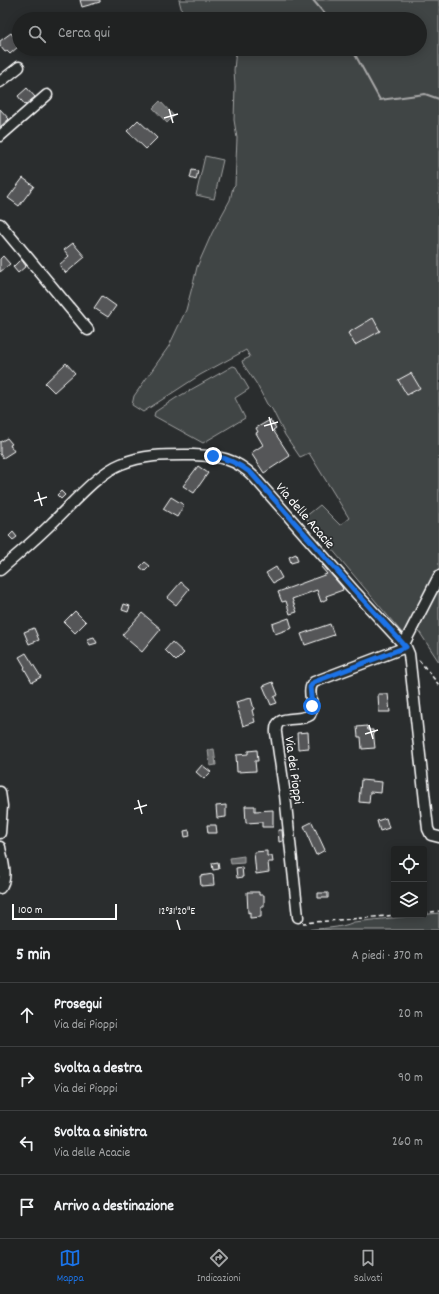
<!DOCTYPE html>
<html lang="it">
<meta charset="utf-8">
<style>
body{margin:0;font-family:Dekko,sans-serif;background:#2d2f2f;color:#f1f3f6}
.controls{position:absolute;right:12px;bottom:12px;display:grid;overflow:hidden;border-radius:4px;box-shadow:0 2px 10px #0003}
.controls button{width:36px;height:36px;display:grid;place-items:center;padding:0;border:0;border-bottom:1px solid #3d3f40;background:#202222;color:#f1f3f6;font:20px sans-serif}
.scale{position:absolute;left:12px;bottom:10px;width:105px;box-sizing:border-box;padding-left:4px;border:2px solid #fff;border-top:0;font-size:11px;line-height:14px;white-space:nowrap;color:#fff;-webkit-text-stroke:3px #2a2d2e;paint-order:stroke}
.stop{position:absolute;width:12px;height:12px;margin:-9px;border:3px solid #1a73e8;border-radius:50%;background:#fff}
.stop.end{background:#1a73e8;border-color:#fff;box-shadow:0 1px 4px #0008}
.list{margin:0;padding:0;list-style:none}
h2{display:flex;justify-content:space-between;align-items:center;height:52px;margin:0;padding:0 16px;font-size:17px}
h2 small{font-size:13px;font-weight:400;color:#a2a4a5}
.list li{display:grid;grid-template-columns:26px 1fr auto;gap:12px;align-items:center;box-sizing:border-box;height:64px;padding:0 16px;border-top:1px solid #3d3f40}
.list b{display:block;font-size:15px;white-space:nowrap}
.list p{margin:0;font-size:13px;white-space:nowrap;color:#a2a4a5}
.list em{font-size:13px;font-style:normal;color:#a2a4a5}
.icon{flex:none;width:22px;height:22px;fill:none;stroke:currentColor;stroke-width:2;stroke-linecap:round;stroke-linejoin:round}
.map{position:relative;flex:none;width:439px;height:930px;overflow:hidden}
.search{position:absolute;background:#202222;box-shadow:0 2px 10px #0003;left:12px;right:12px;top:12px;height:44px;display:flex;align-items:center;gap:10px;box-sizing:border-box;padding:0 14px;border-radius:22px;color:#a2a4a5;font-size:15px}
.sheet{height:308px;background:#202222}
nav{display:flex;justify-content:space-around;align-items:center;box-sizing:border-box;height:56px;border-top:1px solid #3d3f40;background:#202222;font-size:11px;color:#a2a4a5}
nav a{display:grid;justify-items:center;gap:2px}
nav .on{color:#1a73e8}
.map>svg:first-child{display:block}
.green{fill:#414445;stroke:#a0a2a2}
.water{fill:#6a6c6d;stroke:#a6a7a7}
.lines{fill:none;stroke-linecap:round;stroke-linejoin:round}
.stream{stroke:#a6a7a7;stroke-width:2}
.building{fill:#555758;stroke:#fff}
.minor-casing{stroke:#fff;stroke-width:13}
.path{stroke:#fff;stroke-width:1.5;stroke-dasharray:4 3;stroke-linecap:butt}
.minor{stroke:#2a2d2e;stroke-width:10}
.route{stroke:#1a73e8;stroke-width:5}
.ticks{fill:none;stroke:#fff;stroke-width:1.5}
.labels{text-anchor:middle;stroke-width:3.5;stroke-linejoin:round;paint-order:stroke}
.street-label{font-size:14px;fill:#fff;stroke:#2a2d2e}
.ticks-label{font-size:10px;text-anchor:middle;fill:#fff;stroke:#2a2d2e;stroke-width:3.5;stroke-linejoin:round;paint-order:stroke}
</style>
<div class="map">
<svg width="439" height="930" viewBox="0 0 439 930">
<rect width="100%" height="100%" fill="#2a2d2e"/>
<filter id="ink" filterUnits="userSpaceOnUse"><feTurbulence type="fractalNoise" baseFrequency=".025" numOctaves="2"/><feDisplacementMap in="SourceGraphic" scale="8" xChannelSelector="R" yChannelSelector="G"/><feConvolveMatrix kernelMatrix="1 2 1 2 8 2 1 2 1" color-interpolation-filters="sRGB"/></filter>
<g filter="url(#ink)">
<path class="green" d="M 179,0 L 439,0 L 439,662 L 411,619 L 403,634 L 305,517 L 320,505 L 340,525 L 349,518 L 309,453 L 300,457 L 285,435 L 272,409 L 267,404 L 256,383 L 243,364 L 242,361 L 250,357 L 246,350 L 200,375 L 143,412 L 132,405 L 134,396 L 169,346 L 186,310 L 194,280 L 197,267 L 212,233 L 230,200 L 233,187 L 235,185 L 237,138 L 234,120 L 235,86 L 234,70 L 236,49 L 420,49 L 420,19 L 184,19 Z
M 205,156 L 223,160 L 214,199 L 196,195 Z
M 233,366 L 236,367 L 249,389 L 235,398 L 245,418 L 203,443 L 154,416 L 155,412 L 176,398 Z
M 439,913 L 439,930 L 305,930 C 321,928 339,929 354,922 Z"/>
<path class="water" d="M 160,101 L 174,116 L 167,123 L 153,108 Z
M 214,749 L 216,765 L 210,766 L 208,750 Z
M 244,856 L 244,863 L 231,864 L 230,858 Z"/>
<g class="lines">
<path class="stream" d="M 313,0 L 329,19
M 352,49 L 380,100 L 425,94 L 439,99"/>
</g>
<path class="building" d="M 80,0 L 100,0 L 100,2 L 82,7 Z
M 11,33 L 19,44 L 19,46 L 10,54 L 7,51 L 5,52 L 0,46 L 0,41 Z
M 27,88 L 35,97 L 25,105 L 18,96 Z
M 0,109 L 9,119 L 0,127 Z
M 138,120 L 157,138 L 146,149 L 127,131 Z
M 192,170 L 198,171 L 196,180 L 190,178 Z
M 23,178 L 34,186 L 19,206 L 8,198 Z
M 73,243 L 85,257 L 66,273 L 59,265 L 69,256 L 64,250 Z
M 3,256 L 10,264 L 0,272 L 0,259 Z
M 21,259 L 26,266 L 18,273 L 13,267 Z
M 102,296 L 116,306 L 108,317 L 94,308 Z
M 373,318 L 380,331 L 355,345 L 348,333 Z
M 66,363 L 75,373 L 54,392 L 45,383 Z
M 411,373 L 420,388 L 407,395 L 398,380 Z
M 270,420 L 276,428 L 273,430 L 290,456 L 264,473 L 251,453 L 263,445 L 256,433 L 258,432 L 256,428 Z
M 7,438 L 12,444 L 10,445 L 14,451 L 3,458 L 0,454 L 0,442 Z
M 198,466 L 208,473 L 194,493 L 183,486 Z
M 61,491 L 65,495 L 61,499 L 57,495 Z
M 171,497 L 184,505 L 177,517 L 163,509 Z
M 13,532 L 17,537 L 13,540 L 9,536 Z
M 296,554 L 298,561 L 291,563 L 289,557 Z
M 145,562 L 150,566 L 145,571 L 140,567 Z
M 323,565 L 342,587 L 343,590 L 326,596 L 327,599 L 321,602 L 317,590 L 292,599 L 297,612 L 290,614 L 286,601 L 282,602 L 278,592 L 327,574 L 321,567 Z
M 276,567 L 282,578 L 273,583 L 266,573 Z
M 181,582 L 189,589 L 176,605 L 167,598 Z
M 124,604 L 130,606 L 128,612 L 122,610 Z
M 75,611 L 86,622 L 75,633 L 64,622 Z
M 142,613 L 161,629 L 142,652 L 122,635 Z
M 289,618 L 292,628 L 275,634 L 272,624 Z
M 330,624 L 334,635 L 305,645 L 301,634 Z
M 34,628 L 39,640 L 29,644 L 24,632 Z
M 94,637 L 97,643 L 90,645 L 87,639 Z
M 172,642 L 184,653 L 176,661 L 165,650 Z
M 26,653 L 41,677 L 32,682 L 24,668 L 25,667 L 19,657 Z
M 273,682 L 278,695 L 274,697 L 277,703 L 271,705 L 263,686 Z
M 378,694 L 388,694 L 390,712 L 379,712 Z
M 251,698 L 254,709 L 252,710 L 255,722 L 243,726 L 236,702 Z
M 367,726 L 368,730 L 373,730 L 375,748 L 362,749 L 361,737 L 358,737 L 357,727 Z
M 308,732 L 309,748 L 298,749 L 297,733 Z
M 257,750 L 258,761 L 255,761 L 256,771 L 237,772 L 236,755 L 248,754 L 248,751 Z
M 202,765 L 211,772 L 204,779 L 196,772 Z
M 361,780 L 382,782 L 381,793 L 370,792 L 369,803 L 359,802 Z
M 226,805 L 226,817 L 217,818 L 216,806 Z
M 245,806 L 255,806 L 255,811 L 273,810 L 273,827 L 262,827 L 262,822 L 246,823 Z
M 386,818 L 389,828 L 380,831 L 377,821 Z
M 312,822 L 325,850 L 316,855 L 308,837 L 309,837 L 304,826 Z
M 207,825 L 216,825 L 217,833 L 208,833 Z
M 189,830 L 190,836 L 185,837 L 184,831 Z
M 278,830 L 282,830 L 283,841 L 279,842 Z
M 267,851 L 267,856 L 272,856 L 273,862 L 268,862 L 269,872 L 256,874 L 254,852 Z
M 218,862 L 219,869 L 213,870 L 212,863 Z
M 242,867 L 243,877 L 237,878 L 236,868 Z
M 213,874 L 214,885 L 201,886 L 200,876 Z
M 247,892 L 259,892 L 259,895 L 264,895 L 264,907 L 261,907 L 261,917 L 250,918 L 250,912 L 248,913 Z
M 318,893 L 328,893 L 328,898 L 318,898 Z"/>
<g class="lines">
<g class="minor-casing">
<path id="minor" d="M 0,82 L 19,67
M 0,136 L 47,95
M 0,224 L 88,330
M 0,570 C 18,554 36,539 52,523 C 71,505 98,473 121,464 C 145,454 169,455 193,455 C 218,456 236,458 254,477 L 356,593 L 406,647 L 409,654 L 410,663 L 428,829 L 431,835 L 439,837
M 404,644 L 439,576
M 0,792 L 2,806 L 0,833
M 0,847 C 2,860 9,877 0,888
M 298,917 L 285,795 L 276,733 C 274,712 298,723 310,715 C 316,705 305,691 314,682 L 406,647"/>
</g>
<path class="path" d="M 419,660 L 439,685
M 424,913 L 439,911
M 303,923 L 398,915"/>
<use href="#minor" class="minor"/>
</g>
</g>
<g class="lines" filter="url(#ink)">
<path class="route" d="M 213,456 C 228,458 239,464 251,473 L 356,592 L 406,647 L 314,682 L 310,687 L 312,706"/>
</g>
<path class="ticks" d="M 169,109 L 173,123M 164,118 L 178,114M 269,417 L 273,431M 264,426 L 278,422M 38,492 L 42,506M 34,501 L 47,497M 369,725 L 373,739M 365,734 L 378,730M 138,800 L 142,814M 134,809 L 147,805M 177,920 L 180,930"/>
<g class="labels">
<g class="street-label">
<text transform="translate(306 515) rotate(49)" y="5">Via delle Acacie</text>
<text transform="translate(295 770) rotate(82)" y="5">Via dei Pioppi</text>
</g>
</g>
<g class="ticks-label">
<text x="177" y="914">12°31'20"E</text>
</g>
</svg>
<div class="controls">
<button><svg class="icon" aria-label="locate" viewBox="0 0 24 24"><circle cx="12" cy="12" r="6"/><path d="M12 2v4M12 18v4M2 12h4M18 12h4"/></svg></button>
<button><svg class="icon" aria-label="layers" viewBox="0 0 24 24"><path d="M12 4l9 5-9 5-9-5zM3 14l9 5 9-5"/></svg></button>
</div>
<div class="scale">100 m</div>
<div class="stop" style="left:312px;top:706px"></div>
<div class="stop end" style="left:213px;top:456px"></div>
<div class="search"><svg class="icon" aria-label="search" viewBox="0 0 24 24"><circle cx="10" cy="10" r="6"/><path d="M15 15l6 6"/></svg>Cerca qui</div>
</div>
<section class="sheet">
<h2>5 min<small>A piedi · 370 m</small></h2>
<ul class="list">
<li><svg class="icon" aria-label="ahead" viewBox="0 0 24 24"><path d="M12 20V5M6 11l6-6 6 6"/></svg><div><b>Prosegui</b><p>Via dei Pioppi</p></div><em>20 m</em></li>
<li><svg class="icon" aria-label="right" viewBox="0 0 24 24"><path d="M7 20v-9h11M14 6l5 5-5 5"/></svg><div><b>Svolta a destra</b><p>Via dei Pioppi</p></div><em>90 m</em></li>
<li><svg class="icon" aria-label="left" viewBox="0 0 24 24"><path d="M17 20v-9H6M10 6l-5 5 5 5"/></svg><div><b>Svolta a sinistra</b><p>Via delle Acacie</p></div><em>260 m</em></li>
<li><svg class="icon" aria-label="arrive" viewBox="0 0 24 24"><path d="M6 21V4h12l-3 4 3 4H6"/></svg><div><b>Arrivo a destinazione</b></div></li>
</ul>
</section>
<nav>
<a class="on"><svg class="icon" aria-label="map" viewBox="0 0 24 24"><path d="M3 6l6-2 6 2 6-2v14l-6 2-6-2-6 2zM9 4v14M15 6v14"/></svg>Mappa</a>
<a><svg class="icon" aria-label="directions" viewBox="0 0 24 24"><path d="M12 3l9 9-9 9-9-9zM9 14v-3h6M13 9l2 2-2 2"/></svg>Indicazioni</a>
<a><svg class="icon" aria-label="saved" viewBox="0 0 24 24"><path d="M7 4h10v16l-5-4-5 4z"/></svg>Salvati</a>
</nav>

▬▬▬

* **Task description**
Wherever a line in the listing contains the word "content", copy that line out.

* **Answer to this task**
h2{display:flex;justify-content:space-between;align-items:center;height:52px;margin:0;padding:0 16px;font-size:17px}
nav{display:flex;justify-content:space-around;align-items:center;box-sizing:border-box;height:56px;border-top:1px solid #3d3f40;background:#202222;font-size:11px;color:#a2a4a5}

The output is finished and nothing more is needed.